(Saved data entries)
_ _ _

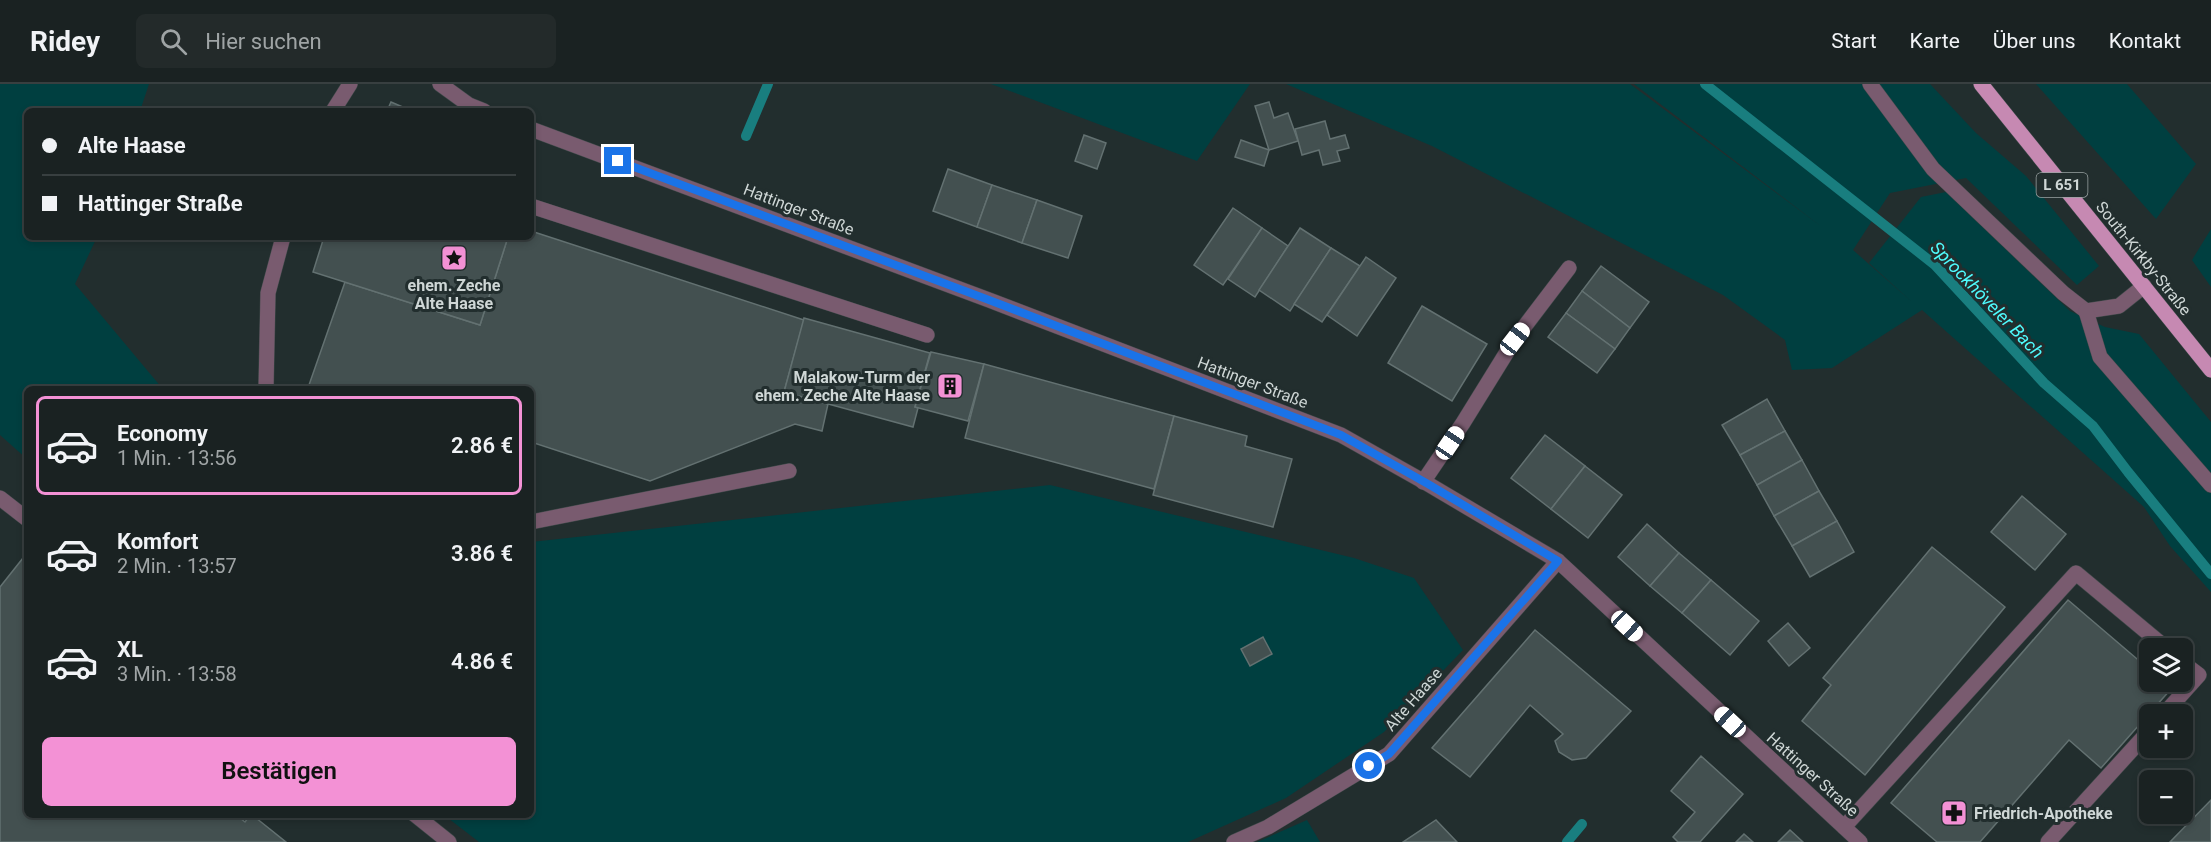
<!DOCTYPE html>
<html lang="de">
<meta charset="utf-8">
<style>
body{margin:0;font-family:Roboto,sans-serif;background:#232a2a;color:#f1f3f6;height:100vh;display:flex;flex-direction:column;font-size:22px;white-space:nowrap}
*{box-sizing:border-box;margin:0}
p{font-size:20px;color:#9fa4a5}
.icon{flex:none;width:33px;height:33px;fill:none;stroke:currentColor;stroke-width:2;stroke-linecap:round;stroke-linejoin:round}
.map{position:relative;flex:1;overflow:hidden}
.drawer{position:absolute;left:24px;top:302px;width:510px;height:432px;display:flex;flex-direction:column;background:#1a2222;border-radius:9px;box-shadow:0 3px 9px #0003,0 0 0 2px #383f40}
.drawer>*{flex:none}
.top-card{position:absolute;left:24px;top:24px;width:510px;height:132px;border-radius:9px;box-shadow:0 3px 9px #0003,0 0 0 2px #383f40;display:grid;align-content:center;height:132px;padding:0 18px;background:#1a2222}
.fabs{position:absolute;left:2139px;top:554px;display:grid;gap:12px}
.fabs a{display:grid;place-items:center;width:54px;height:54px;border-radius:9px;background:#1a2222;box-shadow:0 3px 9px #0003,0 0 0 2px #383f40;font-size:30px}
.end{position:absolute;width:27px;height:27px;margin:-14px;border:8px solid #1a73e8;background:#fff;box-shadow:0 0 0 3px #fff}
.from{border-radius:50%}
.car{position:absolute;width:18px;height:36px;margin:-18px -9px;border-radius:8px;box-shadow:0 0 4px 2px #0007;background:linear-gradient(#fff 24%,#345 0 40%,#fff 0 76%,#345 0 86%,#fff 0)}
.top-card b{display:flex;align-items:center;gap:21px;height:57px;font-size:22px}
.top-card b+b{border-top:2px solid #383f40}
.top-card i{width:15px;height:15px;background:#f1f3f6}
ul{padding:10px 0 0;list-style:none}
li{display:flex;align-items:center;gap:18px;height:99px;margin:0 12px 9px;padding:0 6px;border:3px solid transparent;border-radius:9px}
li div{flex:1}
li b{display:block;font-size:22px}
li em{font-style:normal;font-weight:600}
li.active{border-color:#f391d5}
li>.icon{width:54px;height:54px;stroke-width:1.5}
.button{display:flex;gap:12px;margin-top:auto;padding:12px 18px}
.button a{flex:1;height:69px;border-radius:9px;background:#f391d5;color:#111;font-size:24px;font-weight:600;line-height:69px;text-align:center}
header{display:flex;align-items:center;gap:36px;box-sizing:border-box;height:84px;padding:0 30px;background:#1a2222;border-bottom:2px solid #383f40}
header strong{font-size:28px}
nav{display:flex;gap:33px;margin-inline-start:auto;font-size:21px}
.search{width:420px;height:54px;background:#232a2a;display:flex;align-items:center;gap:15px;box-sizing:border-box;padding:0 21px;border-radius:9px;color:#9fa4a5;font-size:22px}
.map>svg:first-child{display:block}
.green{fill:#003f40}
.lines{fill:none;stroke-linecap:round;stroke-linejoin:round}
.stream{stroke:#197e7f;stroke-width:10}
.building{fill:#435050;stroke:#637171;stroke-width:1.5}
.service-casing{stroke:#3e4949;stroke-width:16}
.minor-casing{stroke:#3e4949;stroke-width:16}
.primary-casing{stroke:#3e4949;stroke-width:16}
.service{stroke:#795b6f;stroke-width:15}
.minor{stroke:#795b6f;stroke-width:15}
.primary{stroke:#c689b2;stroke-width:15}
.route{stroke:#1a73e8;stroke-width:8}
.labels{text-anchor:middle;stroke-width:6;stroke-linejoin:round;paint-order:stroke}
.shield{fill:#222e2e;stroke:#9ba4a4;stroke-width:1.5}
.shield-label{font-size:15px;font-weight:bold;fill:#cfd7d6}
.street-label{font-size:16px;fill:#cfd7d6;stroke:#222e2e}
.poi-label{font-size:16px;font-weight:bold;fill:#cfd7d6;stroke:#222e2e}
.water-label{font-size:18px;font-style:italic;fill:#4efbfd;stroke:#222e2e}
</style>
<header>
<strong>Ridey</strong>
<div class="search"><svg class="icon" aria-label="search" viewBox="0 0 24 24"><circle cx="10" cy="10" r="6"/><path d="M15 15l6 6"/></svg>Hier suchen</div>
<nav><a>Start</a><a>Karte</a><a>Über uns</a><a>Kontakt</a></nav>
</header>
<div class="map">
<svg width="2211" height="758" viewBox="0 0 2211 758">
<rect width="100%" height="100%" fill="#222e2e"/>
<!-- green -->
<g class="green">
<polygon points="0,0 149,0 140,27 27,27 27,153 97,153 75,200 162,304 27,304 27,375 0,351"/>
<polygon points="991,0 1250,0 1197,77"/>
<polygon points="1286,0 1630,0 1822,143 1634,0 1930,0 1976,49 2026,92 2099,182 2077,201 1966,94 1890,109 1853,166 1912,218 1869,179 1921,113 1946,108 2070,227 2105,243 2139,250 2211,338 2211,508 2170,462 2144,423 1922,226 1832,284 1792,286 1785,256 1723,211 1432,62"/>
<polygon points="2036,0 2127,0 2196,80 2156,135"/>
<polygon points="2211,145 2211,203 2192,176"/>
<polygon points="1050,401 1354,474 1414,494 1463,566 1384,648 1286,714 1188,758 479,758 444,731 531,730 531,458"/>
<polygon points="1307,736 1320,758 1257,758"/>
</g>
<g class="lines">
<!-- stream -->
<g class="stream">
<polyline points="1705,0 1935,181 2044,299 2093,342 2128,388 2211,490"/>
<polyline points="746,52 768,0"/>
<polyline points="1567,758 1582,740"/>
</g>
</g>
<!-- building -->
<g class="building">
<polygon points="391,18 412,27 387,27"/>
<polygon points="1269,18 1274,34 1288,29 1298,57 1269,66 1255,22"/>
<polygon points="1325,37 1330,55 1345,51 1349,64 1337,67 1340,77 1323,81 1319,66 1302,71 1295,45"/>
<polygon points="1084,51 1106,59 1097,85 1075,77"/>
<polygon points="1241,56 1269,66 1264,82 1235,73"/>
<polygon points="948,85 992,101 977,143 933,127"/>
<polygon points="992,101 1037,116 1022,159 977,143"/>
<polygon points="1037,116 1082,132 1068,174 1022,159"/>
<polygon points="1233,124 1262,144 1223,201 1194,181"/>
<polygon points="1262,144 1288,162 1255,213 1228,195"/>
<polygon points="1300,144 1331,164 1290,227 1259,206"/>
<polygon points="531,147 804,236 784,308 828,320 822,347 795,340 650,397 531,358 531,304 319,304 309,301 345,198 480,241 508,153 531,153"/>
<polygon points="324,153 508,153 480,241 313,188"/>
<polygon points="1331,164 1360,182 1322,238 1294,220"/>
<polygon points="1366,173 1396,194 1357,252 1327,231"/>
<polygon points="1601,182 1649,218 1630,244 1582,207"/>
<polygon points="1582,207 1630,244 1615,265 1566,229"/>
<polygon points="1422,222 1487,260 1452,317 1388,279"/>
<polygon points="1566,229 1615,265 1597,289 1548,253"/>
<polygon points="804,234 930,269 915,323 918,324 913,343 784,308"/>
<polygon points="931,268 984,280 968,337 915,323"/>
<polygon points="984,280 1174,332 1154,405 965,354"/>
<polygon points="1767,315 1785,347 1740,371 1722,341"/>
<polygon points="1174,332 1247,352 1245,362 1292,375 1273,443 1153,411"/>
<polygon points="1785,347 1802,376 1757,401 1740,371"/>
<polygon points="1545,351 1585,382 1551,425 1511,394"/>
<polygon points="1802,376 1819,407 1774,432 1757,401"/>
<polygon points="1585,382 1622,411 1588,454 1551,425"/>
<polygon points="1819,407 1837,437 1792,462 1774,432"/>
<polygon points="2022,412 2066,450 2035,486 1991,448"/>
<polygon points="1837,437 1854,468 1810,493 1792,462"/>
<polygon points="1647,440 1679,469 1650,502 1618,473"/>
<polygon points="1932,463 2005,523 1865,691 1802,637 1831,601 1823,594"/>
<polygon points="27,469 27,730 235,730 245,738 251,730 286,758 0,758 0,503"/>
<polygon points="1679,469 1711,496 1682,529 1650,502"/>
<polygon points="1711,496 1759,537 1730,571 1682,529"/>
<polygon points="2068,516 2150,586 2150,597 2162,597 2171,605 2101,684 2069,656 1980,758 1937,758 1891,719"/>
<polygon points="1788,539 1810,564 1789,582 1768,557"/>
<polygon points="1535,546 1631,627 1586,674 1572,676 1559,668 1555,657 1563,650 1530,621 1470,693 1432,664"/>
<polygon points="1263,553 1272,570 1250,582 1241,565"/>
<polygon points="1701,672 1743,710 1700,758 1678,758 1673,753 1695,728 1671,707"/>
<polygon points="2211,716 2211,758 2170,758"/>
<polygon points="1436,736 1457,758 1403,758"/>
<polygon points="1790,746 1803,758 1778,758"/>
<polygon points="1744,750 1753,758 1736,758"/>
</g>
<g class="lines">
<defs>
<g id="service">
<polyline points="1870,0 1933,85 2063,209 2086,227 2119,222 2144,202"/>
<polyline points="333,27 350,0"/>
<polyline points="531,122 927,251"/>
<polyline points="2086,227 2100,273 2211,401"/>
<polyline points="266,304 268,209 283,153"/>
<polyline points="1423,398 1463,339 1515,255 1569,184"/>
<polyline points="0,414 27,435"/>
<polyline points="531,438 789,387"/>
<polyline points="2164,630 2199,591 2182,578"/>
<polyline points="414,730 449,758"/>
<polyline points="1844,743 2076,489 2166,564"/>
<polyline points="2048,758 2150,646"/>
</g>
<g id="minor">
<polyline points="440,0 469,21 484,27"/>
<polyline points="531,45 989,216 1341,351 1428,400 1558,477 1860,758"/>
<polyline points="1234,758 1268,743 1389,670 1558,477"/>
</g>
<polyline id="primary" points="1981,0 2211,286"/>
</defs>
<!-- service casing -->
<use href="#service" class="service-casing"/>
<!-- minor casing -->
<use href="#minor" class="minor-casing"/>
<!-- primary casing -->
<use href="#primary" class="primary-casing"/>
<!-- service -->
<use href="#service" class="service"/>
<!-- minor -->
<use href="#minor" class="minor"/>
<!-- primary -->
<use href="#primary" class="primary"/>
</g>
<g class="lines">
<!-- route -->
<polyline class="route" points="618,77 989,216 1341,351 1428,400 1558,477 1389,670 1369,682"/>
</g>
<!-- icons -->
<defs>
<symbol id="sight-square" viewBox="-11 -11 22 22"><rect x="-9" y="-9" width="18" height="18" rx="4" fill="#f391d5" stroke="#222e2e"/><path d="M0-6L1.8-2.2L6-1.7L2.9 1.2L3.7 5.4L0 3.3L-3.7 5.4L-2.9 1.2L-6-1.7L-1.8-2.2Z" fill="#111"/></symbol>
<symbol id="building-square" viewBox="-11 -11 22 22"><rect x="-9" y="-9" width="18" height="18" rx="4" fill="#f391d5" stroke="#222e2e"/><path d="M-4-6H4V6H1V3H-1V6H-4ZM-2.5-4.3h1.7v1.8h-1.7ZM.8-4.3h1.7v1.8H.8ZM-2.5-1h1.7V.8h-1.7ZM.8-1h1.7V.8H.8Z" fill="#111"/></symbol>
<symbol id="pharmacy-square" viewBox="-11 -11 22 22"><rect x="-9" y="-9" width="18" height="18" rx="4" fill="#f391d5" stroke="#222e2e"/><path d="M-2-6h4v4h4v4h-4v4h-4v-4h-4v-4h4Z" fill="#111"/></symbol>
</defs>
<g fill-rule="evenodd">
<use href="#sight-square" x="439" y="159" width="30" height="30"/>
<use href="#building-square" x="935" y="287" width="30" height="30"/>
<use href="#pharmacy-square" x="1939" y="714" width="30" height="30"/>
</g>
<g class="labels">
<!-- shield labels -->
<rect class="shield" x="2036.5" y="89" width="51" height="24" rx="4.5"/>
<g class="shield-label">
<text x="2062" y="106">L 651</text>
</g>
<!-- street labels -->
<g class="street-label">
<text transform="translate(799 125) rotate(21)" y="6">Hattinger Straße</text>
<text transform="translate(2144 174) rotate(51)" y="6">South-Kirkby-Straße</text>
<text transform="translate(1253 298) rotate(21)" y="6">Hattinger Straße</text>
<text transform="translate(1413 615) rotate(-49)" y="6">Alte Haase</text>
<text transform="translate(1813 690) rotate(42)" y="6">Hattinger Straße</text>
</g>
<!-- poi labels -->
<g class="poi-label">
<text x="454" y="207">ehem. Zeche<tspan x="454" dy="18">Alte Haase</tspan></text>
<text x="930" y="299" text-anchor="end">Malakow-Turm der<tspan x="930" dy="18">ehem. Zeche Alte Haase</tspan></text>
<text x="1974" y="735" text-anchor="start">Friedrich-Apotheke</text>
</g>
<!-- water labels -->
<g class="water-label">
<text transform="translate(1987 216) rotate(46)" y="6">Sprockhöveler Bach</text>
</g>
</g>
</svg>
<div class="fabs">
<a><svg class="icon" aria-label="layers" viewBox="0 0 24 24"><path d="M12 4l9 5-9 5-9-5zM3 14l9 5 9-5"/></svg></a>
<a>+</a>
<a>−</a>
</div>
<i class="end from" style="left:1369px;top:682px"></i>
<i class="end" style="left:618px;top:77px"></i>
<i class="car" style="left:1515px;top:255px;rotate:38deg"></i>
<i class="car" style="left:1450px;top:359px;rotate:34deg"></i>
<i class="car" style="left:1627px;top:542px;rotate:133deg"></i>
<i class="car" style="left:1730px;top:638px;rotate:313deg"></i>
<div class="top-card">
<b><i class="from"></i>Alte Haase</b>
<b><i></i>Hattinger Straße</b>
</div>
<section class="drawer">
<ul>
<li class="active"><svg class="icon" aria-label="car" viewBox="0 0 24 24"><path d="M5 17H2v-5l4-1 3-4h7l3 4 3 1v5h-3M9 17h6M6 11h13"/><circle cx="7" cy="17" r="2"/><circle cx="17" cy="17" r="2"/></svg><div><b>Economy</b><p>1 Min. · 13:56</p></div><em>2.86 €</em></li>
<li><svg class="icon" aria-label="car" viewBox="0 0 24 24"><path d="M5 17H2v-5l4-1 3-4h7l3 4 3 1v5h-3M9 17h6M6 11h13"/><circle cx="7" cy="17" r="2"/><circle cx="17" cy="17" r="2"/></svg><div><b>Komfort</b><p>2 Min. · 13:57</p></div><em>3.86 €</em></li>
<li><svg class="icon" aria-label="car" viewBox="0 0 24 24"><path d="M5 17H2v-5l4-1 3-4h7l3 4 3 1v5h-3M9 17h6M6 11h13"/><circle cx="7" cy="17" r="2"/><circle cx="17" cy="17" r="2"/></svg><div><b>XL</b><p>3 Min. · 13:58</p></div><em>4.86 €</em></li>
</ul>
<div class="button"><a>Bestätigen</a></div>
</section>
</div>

_ _ _

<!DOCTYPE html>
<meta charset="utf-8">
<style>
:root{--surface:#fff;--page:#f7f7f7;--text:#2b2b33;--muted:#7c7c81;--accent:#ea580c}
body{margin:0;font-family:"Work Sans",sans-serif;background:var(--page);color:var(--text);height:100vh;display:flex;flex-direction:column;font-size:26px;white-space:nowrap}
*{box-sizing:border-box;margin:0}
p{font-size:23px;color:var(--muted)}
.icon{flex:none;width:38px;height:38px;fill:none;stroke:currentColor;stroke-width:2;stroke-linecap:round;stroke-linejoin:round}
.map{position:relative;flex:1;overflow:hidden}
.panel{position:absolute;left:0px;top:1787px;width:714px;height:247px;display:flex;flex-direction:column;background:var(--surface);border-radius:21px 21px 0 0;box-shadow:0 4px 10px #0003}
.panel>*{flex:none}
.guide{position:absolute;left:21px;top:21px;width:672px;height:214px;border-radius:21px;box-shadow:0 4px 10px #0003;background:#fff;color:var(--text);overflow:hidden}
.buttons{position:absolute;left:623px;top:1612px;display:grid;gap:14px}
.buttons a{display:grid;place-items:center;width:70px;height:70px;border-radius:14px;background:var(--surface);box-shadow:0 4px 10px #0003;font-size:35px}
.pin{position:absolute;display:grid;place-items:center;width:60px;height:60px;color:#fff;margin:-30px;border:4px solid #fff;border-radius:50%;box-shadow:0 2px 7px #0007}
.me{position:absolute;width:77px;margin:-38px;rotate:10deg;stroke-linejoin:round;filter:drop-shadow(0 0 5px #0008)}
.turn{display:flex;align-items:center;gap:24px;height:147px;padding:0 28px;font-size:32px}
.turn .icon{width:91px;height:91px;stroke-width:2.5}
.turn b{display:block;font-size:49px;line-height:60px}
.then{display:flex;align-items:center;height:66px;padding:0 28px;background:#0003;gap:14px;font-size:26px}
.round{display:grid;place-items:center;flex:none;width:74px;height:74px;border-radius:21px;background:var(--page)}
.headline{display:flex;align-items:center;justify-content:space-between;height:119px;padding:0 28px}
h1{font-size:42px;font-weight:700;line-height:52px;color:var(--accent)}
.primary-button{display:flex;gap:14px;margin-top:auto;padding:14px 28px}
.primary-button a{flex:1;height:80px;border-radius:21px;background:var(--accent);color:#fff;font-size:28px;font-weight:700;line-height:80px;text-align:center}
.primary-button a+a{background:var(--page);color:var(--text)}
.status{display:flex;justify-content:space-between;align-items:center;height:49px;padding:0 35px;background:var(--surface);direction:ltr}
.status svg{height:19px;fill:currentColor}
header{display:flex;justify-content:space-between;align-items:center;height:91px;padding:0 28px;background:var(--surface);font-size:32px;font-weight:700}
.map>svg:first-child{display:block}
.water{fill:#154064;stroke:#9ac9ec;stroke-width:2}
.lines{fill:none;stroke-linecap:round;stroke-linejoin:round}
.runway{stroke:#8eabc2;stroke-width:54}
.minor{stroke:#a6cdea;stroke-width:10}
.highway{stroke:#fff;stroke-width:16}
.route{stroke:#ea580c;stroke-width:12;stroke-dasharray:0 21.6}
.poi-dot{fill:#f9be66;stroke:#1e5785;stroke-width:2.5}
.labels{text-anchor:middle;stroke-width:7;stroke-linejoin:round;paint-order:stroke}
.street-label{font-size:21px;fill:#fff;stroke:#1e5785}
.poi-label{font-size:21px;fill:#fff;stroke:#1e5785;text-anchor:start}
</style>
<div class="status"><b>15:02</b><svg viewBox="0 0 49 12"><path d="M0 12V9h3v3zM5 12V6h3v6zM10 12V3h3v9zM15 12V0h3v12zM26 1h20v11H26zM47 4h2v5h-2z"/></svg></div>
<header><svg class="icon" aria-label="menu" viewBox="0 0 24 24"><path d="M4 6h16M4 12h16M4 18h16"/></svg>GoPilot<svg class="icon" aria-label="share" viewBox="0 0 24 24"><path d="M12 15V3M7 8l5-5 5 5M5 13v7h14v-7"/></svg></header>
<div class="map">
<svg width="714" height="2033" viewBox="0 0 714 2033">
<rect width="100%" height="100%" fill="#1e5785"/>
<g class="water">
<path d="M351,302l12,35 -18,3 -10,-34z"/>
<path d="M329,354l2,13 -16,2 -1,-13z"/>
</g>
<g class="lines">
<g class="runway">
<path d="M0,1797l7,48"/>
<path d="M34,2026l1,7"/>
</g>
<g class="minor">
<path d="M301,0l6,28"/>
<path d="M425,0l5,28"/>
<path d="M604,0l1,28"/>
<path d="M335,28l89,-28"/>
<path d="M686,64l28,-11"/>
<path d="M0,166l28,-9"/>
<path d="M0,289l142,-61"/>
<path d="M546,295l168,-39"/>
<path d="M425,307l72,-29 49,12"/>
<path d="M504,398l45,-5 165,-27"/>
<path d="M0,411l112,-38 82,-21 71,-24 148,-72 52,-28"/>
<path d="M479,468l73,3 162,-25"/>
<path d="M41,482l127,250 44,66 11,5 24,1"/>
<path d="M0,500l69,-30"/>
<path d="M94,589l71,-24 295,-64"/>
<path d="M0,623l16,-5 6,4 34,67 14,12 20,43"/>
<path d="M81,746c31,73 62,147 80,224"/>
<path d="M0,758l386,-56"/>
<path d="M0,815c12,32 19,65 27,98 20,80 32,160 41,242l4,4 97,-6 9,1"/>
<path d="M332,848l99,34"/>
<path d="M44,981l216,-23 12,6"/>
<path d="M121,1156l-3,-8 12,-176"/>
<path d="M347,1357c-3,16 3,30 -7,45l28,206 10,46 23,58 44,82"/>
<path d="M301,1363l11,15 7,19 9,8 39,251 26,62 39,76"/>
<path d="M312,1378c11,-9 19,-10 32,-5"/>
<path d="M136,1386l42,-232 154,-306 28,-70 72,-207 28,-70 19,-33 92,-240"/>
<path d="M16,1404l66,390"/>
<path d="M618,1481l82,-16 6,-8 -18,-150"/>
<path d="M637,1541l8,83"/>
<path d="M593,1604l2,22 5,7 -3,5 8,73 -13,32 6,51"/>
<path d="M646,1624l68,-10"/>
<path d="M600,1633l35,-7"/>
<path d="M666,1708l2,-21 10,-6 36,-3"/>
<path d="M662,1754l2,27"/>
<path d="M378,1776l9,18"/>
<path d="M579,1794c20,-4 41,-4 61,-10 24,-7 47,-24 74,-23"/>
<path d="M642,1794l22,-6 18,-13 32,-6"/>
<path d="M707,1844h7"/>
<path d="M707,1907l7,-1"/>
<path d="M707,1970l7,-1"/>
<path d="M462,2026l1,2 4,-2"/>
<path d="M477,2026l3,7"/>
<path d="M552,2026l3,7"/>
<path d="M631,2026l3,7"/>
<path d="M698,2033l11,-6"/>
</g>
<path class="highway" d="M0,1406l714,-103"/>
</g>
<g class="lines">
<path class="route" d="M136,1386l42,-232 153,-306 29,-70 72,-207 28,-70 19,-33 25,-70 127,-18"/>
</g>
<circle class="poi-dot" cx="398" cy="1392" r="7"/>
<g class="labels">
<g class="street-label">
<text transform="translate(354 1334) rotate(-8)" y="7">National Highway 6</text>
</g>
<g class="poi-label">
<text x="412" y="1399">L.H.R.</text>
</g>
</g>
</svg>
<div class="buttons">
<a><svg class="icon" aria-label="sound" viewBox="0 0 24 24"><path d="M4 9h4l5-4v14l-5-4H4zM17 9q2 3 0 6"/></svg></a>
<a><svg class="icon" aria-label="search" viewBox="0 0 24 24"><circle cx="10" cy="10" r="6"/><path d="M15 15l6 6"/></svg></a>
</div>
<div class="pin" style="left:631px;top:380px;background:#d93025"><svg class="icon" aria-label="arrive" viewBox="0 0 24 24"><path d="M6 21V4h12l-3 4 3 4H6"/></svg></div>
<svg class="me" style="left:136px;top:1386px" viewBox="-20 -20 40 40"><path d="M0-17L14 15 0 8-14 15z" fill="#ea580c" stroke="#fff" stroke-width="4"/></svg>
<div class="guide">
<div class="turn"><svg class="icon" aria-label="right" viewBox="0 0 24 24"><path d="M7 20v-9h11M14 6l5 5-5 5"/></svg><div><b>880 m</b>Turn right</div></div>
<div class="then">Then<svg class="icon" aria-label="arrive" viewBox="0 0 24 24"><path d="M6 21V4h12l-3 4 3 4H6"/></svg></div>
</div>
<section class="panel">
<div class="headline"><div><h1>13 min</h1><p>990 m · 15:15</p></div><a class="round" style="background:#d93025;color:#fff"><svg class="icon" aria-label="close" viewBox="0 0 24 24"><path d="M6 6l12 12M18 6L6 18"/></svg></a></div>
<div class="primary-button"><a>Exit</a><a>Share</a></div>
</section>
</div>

_ _ _

Assignment -
Search the data for "buttons" and list every line in which it occurs.

Response below -
.buttons{position:absolute;left:623px;top:1612px;display:grid;gap:14px}
.buttons a{display:grid;place-items:center;width:70px;height:70px;border-radius:14px;background:var(--surface);box-shadow:0 4px 10px #0003;font-size:35px}
<div class="buttons">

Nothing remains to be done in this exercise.